The often light-hearted rivalry between town and country goes back a long ways.  My formal introduction to it was through the City Mouse and Country Mouse articles which appeared in the United Kingdom editions of Country Life magazine.

"Country Life was launched in 1897, incorporating Racing Illustrated. At this time it was owned by Edward Hudson, the owner of Lindisfarne Castle and various Lutyens-designed houses including The Deanery Sonning."

What however I hadn't anticipated encountering quite so serendipitously was the echo of that competitive theme in the De Coverley Papers (published around 1711). It instantly reminded me - as a learned and affluent friend of mine had lately commented - that the more one widens the bounds of intelligence, the less one is convinced of knowing (a similar observation I have seen credited to Albert Einstein, Aristotle and Socrates). The source of the quip doesn't diminish its strength and inspiration.

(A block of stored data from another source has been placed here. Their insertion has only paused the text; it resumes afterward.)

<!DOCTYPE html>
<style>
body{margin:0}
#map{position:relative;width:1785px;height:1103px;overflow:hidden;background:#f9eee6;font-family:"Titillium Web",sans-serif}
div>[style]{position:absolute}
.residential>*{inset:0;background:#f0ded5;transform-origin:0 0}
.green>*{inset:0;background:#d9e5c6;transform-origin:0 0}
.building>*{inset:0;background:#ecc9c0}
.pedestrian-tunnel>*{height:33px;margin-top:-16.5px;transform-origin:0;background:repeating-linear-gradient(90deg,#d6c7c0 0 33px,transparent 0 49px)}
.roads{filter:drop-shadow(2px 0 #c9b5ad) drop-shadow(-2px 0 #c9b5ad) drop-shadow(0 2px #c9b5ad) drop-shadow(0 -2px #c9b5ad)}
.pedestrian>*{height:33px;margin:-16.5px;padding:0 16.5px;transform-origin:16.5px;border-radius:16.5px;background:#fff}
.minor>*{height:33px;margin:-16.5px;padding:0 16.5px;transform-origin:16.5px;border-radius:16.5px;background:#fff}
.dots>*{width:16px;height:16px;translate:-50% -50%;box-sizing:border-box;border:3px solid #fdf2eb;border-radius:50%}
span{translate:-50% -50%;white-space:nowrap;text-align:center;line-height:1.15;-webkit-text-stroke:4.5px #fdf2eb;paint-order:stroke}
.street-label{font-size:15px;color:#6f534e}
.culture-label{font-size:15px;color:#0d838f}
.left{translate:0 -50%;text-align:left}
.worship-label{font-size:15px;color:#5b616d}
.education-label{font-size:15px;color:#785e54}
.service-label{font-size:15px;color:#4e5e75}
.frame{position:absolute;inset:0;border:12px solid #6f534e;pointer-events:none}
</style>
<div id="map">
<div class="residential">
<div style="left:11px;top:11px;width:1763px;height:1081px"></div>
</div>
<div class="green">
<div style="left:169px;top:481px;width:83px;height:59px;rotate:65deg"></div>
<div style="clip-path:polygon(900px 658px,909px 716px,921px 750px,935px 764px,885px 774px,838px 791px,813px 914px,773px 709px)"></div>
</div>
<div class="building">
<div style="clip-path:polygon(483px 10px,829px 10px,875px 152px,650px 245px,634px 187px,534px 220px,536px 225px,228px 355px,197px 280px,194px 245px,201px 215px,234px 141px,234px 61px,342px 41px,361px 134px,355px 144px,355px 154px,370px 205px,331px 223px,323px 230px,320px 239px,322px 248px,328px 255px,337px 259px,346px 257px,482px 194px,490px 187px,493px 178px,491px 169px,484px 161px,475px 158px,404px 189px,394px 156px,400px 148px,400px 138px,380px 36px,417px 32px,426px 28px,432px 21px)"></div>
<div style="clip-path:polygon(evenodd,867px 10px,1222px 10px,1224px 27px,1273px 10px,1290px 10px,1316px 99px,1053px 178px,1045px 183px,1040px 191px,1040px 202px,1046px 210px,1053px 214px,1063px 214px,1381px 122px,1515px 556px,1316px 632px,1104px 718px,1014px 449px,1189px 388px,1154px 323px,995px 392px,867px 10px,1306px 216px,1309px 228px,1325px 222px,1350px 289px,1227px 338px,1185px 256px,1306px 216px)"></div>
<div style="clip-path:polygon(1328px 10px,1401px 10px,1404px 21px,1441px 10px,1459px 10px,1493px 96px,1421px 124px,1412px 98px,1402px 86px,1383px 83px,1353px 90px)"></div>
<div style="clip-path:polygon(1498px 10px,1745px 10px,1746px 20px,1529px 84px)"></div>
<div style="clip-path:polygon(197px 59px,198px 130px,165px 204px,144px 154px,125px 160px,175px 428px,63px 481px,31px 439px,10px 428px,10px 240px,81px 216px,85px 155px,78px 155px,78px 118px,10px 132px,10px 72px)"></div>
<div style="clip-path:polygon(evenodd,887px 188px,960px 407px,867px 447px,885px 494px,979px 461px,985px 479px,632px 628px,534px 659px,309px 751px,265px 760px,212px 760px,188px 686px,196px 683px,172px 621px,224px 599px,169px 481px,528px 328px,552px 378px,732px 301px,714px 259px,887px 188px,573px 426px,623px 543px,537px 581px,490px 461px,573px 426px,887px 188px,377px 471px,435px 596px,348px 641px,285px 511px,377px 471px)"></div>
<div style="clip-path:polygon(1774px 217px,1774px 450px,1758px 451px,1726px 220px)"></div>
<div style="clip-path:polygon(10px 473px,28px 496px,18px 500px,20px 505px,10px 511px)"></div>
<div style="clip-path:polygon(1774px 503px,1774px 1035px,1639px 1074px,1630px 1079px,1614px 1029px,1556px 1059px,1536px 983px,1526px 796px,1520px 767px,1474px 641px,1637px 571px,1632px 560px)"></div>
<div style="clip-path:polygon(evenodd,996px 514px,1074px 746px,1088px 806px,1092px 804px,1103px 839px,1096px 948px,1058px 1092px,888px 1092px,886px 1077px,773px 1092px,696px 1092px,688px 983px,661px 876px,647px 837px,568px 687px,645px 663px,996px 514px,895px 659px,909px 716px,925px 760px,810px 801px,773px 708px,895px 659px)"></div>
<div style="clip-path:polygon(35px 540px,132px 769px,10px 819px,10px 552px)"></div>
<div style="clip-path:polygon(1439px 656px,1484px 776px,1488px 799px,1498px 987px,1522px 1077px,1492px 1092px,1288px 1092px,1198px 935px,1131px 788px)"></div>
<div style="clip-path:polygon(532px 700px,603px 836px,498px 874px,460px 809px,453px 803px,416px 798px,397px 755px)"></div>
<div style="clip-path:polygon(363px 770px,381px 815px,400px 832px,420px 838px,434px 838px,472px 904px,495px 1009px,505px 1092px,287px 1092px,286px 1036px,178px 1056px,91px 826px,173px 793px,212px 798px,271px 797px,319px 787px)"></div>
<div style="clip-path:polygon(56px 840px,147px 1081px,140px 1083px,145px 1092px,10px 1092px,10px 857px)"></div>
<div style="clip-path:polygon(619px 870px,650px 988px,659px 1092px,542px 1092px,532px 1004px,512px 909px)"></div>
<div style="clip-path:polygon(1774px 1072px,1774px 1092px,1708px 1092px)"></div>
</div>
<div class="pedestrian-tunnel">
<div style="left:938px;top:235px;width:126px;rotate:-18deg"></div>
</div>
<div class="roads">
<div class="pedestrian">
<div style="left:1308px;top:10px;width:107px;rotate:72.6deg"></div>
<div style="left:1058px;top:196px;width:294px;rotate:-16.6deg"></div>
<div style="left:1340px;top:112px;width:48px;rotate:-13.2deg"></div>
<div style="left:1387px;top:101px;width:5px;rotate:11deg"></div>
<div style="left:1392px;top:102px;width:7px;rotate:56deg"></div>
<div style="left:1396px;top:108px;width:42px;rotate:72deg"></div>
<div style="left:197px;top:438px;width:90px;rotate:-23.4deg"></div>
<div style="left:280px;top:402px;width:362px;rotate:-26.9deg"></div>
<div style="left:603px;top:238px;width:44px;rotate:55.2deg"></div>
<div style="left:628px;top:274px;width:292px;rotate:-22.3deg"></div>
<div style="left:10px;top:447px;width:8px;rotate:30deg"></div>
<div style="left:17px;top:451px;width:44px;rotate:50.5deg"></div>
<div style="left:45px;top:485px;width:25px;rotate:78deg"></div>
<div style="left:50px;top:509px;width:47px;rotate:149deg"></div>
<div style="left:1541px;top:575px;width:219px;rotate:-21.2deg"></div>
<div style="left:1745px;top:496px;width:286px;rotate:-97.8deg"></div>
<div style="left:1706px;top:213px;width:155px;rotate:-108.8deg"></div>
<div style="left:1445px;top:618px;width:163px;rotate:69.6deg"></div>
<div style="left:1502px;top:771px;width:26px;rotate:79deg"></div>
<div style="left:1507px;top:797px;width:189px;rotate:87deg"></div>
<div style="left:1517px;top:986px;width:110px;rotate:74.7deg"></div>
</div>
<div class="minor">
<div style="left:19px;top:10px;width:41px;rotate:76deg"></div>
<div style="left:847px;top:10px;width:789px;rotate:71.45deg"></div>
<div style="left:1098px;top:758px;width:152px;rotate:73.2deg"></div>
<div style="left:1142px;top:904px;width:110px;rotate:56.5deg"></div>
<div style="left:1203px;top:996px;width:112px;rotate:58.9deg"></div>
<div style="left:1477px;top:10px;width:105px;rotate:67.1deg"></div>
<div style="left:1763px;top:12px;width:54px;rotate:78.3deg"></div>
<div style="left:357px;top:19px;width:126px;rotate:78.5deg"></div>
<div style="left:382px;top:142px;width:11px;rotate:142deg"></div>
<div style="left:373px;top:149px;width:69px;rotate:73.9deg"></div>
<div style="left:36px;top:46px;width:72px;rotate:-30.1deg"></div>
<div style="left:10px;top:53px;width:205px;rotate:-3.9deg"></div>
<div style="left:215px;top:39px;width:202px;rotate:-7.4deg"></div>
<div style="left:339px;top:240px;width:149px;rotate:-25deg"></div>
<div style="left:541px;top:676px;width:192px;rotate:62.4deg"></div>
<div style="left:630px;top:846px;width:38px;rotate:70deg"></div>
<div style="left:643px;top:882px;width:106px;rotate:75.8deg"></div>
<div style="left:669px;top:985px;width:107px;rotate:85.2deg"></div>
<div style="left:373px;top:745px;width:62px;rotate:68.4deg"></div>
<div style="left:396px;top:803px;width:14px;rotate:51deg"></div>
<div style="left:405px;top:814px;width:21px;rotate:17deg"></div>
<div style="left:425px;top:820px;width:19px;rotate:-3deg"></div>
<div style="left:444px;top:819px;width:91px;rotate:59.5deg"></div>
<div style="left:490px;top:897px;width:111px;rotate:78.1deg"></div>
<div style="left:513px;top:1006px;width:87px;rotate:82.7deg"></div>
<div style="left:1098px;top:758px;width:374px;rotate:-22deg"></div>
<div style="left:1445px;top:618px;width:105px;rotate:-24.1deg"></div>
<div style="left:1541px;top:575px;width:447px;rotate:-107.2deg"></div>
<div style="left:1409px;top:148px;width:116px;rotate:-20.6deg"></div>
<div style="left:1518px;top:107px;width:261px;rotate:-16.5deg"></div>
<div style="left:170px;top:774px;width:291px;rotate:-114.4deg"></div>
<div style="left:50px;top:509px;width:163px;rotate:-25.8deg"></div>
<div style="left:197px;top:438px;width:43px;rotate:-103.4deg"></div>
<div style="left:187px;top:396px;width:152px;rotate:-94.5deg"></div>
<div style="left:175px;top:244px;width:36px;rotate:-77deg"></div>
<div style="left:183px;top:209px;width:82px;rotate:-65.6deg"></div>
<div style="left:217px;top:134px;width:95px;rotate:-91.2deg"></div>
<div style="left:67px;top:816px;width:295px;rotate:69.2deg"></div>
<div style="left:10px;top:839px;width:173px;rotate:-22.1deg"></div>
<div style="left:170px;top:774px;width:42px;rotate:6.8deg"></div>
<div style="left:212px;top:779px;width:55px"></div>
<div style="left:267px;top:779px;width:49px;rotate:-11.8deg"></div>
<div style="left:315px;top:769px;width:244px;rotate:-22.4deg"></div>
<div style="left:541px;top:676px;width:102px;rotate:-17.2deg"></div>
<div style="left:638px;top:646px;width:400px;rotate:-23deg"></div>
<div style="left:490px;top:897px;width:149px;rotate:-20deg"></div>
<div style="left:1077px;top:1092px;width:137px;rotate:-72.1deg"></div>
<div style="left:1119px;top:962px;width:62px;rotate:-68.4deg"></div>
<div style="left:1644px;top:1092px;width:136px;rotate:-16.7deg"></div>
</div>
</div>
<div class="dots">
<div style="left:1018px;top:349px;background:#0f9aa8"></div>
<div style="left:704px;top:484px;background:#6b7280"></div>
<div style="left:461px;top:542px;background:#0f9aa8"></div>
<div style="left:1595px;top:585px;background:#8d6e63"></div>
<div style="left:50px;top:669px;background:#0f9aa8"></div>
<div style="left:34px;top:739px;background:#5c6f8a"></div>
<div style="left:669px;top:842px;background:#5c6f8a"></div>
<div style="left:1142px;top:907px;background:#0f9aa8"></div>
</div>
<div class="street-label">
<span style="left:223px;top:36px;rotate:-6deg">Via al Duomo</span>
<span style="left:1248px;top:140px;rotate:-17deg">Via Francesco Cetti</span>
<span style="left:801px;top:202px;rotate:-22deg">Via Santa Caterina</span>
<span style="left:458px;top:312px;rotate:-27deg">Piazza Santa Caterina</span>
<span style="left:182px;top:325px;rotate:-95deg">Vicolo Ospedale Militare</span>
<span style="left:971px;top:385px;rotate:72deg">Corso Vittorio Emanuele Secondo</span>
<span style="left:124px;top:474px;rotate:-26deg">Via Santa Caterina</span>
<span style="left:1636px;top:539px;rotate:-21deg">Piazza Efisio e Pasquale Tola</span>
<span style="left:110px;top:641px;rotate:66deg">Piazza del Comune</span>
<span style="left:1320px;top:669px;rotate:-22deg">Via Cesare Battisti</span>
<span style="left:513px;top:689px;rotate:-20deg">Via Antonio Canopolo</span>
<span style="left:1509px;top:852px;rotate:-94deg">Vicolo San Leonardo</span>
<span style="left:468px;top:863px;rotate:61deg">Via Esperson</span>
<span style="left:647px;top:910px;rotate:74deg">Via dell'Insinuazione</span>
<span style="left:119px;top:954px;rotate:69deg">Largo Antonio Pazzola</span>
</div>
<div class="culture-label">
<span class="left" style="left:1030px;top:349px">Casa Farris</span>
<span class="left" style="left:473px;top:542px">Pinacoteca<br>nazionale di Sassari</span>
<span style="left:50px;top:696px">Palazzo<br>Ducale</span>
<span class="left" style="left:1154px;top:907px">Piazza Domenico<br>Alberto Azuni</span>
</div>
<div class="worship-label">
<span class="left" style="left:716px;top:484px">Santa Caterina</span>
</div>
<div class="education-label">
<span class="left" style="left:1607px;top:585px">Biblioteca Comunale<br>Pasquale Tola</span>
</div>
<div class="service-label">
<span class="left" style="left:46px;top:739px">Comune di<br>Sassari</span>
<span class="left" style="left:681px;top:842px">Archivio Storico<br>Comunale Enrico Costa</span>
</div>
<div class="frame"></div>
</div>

"Sir Roger de Coverley, fictional character, devised by Joseph Addison who portrayed him as the ostensible author of papers and letters that were published in Addison and Richard Steele ’s influential periodical The Spectator. As imagined by Addison, Sir Roger was a baronet of Worcestershire and was meant to represent a typical landed country gentleman. He was also a member of the fictitious Spectator Club, and the de Coverley writings included entertaining vignettes of early 18th-century English life that were often considered The Spectator ’s best feature."

"Thus in Addison’s hands (and in Budgell’s, in the three contributions for which he is responsible) Sir Roger serves his original purpose. Through him London readers of  The Spectator were able to gain some understanding of the life — of the ways, the beliefs, the basic values — of the people of the shires. In general, the understanding gained is extended to all things pertaining to the country except, perhaps, country politics (Addison and Steele, both Whigs, promised to keep politics out of The Spectator, and for the most part they lived up to this promise, though there are two or three papers in which Sir Roger’s Toryism is satirized). The nostalgic idea that God made the country and man made the town is but another manifestation of that rising middle-class sentimentality that was so much a part of Steele. The philosophers of the age of sentiment argued the moral superiority of all things countrified, and in this moral notion the citified Addison went along with Steele. As a result, many of those twenty papers that were supposed to have been written by the Spectator while he was the guest of Sir Roger in Worcestershire are paeans to the physical, social, or moral superiority of country things."


De Coverley Papers


As utterly taken as I am by reading Sir Roger's tales, my object is not to commend either the city or country mouse but rather to add to the mix a third distinguishable element; namely, that of the sea and coastal living generally. As I lay prone late this afternoon upon a chaise longue overlooking the Gulf of Mexico - having just returned from a refreshing dip in the sea - it occurred to me that there is little which competes with the delight of a sunset upon the vast horizon heralded by a pyramid of dazzling light upon the sea.

The fortuity of the scene is a nudge to reflect upon the evolution of the past seventy years which for me has included a transition from urban to country to sea. If - as appears to be the case - this is the pinnacle of my career, then I gratefully accept and applaud the outcome. Quite frankly it is a much anticipated though equally unexpected sequel. Never have I known my predictions, persuasions or circumstances to have been exactly forthcoming as intended.